Cove Point 1828 - Still an Active Lighthouse
Cove Point is still an active lighthouse in Lusby near Calvert Cliffs at the narrowest part of the Chesapeake Bay. In addition to Calvert Cliffs, where there is a state park and fossiling possibilities, you can see a nuclear power plant from the bay at this point and the LNG platform to the north (on the right of the photograph). The two insets are different views of the lighthouse as we sailed past in one of my first attempts at digital photography.
The Cove Point, MD Lighthouse was built in 1828 and still retains the original caisson with octagonal brick dwelling / light tower. It is 51 feet tall and was build by John Donohoo, the same person who built the Concord Point light (which is an earlier light, which I have not yet seen). It cost less to build than Congress budgeted for it.
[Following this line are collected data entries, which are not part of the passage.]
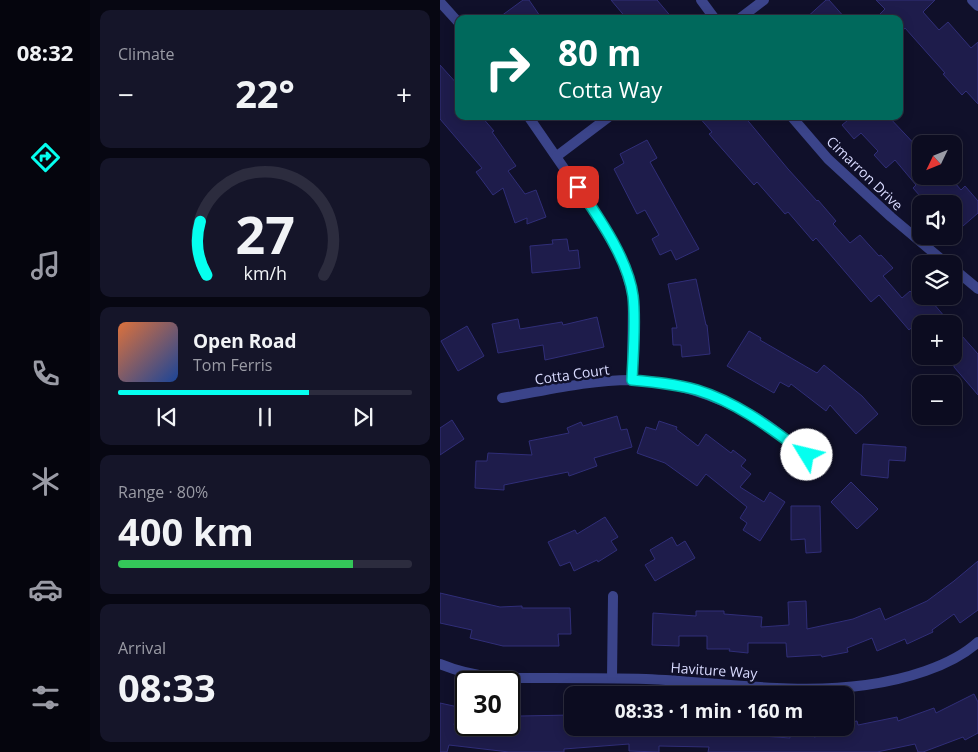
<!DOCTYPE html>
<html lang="en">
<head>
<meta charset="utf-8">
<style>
  :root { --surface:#0c0c20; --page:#151529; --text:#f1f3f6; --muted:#9a9ba5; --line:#2c2c3e; --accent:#05ffef }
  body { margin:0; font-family:"Open Sans",sans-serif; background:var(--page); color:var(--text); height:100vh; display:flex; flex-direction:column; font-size:19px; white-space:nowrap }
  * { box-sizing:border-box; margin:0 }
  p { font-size:16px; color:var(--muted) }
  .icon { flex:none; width:28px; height:28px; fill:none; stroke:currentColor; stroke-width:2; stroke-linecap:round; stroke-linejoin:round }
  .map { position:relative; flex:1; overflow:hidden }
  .details { display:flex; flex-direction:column; gap:10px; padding:10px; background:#070712; width:350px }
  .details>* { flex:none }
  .guide { position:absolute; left:15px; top:15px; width:448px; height:105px; border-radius:10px; box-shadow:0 2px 12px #0003,0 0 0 1px var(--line); background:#00695c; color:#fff; overflow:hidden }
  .needle { width:32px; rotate:227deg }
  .fabs { position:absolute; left:472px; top:135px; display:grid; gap:10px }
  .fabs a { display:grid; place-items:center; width:50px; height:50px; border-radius:10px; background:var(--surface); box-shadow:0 2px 12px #0003,0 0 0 1px var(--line); font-size:25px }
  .speed { position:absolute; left:15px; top:671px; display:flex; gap:10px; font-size:25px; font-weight:700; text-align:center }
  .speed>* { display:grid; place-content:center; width:65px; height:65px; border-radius:50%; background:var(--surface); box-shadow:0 2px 12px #0003,0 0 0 1px var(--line); line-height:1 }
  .speed .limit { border:2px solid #111; border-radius:8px; background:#fff; color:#111 }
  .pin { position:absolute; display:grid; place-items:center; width:42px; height:42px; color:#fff; margin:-21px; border-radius:10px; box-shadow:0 2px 8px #0006 }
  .me { position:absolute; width:55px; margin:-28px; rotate:306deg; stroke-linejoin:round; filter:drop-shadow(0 0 4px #0008) }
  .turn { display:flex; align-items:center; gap:18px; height:105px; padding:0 20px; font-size:22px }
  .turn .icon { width:65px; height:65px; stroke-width:2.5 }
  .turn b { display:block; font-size:35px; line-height:42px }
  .big { font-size:38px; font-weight:700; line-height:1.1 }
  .details .tile { flex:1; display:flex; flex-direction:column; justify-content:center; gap:8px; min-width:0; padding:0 18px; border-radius:10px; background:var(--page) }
  .details .dial { align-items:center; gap:0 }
  .dial svg { height:130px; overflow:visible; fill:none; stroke:var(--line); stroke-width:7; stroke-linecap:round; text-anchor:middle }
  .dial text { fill:var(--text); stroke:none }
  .song { display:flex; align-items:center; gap:15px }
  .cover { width:60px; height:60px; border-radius:8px; background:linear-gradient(135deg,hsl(20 70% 55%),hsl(220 70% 35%)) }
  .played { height:5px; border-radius:2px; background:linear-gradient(90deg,var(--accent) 65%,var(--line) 65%) }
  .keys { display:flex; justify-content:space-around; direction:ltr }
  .heat { display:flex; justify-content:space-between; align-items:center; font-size:28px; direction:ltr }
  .charge { height:8px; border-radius:4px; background:linear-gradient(90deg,#34c759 80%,var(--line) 0) }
  .trip { position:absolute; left:124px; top:686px; width:290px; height:50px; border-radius:10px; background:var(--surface); box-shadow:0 2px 12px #0003,0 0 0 1px var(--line); font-weight:700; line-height:50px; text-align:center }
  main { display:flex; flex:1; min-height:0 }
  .tab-bar { display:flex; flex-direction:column; width:90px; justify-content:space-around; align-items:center; background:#05050d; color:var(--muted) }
  .tab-bar .icon { width:35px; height:35px }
  .tab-bar .current { color:var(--accent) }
  .tab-bar b { font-size:22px; color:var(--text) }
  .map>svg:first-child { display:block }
  .building { fill:#1e1c4b; stroke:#302e78 }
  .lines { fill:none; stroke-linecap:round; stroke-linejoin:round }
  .minor { stroke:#3b448a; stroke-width:10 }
  .route-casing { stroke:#03a69b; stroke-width:12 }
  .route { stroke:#05ffef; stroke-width:9 }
  .labels { text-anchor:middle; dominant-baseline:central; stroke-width:5; stroke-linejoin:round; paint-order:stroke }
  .street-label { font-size:14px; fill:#d9dbff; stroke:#10102a }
</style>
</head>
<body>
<main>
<nav class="tab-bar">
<b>08:32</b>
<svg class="icon current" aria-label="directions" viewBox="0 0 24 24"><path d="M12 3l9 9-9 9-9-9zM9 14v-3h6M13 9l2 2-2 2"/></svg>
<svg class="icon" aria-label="music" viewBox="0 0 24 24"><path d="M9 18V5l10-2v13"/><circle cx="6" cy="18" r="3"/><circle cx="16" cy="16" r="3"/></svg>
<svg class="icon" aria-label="phone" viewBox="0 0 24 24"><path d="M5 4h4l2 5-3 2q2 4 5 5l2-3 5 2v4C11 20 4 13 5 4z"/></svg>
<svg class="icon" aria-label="climate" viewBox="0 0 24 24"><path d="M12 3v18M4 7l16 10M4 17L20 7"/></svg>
<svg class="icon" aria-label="car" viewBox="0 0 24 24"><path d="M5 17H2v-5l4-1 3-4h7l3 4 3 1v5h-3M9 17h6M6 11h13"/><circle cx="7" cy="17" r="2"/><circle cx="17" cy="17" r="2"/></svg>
<svg class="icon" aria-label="filters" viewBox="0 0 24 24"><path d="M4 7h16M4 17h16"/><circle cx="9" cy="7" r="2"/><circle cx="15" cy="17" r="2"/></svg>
</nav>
<section class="details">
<div class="tile"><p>Climate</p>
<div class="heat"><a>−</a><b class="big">22°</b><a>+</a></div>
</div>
<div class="tile dial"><svg viewBox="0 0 100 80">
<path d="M14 69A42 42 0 1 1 86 69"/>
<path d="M14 69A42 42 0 0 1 10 36" stroke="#05ffef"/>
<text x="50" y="56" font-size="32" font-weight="700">27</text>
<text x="50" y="72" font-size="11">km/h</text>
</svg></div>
<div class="tile">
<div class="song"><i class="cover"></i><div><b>Open Road</b><p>Tom Ferris</p></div></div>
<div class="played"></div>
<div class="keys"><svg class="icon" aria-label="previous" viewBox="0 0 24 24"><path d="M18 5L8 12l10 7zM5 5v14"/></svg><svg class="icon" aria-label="pause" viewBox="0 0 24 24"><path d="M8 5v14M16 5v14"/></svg><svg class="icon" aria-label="next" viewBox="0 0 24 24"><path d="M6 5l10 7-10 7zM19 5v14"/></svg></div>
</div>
<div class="tile"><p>Range · 80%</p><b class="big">400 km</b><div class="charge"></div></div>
<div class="tile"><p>Arrival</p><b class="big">08:33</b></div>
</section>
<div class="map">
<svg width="538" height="752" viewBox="0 0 538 752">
  <rect width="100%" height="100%" fill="#10102a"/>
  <g class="building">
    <polygon points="83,0 89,0 102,19 57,19"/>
    <polygon points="171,0 217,0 233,19 187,19"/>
    <polygon points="386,0 389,0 406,19 365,19"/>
    <polygon points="436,0 495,0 483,12 499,30 508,22 531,48 538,42 538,104 526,91 522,95 503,74 505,73 465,28 459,35 459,19 435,19 445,9"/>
    <polygon points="0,65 19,86 19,116 41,116 54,131 52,132 76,166 68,171 85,194 96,190 106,217 87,224 87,218 75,223 63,188 53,195 36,172 42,168 0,119"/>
    <polygon points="258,116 304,116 348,169 377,201 378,200 396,221 393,224 410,243 420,235 439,256 441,255 453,268 443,276 462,298 470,291 478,299 481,296 487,296 511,324 476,324 469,330 439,295 431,302 376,238 373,241 348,212 345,214 317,182 314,185 269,134 272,132"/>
    <polygon points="413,116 448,116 481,151 481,176 509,176 521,190 525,186 538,201 538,213 523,226 514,215 514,204 487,204 473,188 476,185 455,160 446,168 434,155 438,151 421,133 414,139 402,125"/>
    <polygon points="207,140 217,158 210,162 259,249 236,260 231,250 220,255 212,239 219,235 205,210 197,214 174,169 184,163 180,154"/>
    <polygon points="127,239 129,251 138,250 140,268 92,273 90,246 113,244 112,240"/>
    <polygon points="256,279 266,325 267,325 270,354 242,357 241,345 233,345 232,328 237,328 228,284"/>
    <polygon points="157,317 164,347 105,360 103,345 58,353 52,324 78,319 80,329 122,322 123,325"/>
    <polygon points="27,326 44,356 18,371 1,341"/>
    <polygon points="514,327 538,354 538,395 514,367"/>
    <polygon points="309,331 321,338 320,340 377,373 384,365 422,396 438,414 416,434 390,405 386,411 351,384 349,387 340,382 334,393 287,366"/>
    <polygon points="177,416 181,430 187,429 192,447 154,458 157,466 129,476 128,472 64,485 64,490 35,488 36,461 47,461 48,453 92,455 89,441 129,433 127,428 141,422 143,426"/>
    <polygon points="12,420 24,439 0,455 0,428"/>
    <polygon points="219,421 237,427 236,429 258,446 266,434 291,453 293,450 306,460 301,466 311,474 300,487 324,502 330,492 345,502 320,541 303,530 307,523 300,518 307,507 266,474 257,486 225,463 197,453 206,427 216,430"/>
    <polygon points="423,444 466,447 465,461 449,460 448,478 421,475"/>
    <polygon points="411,482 438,509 417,529 391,502"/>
    <polygon points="351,506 380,506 381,552 366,553 365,539 351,540"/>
    <polygon points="165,517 178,537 171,541 177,550 158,562 157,560 134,571 130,562 120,566 108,542 135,530 137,534"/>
    <polygon points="232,537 237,546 245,541 255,558 215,581 205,565 215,559 210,550"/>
    <polygon points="538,561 538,610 520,623 514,614 492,630 493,632 467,644 465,639 437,651 432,638 407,648 408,652 382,657 381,655 347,657 346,643 308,643 308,653 289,651 290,649 267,649 267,636 239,636 239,646 212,645 213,613 256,616 256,611 284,611 284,614 322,617 321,627 349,625 348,602 366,601 367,629 413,619 440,608 445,620 487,601 514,581"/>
    <polygon points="0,593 60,607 82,606 82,608 130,608 131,634 118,634 119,646 63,646 30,638 32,630 0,623"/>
    <polygon points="534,694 538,702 538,733 525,740 523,737 483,752 478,752 475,744 437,752 268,752 269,747 219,746 219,752 189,751 189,744 124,749 124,752 69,752 9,745 7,752 0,752 0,703 18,707 14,725 80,725 80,716 132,715 132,728 253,728 253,730 280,731 280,728 323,728 322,736 350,738 349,728 373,728 374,737 401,732 400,728 405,728 405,723 417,721 418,725 457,717 458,721 494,708 496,713"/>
  </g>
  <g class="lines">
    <g class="minor">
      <polyline points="261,0 275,19"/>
      <polyline points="532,0 538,6"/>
      <polyline points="0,2 19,23"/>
      <polyline points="299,19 324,0"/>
      <polyline points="88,116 159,219 182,259 193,295 192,380"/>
      <polyline points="351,116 388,159 451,217 507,264"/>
      <polyline points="117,156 170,116"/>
      <polyline points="514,269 538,289"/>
      <path d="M62,398C104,391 148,380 191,380C235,381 277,396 315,417C333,427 350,443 367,455"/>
      <path d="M0,664C39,680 71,678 112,678C143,678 175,678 206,679C279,682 353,695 426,685C462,680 511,667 538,642"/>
      <polyline points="172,678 173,596"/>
    </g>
  </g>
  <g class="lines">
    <g class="route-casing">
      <path id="route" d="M138,187C159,218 188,259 193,296C196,321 193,355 192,380C214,382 236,384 257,390C299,403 333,430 367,455"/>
    </g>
    <use href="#route" class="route"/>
  </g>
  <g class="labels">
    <g class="street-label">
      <text transform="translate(425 173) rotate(44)">Cimarron Drive</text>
      <text transform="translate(132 374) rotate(-8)">Cotta Court</text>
      <text transform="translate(274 670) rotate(4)">Haviture Way</text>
    </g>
  </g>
</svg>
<div class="fabs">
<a><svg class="needle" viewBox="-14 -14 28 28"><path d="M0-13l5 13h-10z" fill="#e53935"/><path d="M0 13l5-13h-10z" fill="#9a9ba5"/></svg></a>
<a><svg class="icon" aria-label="sound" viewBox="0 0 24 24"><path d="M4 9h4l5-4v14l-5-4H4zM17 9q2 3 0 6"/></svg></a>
<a><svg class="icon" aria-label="layers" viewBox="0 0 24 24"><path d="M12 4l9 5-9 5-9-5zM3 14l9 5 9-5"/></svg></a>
<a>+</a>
<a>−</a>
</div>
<div class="speed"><div class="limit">30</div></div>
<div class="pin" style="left:138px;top:187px;background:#d93025"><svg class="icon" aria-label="arrive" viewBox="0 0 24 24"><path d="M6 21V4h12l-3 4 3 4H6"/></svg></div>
<svg class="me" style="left:367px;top:455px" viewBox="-20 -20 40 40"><circle r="19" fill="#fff"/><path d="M0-13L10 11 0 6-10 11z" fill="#05ffef"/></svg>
<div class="trip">08:33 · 1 min · 160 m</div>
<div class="guide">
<div class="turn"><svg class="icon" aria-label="right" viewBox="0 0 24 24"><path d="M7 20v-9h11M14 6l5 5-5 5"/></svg><div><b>80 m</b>Cotta Way</div></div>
</div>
</div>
</main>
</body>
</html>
Originally 11 lamps were used, each with a 18" reflector. These were replaced in 1855 with a fifth order Fresnel lens, then again in 1899 with a fourth order lens. While the light is now electrified, the old winding mechanism and counterweights are still in working order. Like other land based lights on the Bay, the keepers dwelling began as a simple single story home and was later enlarged (1883) by the addition of a second story. Several fog bell towers have also graced the site over the years.
The lighthouse was deeded to the Calvert Maritime Museum in 2000 and there are shuttle buses twice a day on weekends and Holidays, May and September, and daily June, July and August. The lighthouse is closed October through May.
Admission is free with payment of admission to the Museum (normal adult admission is $7.00) . Cove Pt. Access is only available by shuttle bus from the Museum in Solomons. You can NOT drive directly to the lighthouse.
WARNING: If there are not enough volunteers working at the museum, the the shuttle bus does not run, regardless of the schedule. I still have not visited this lighthouse by land.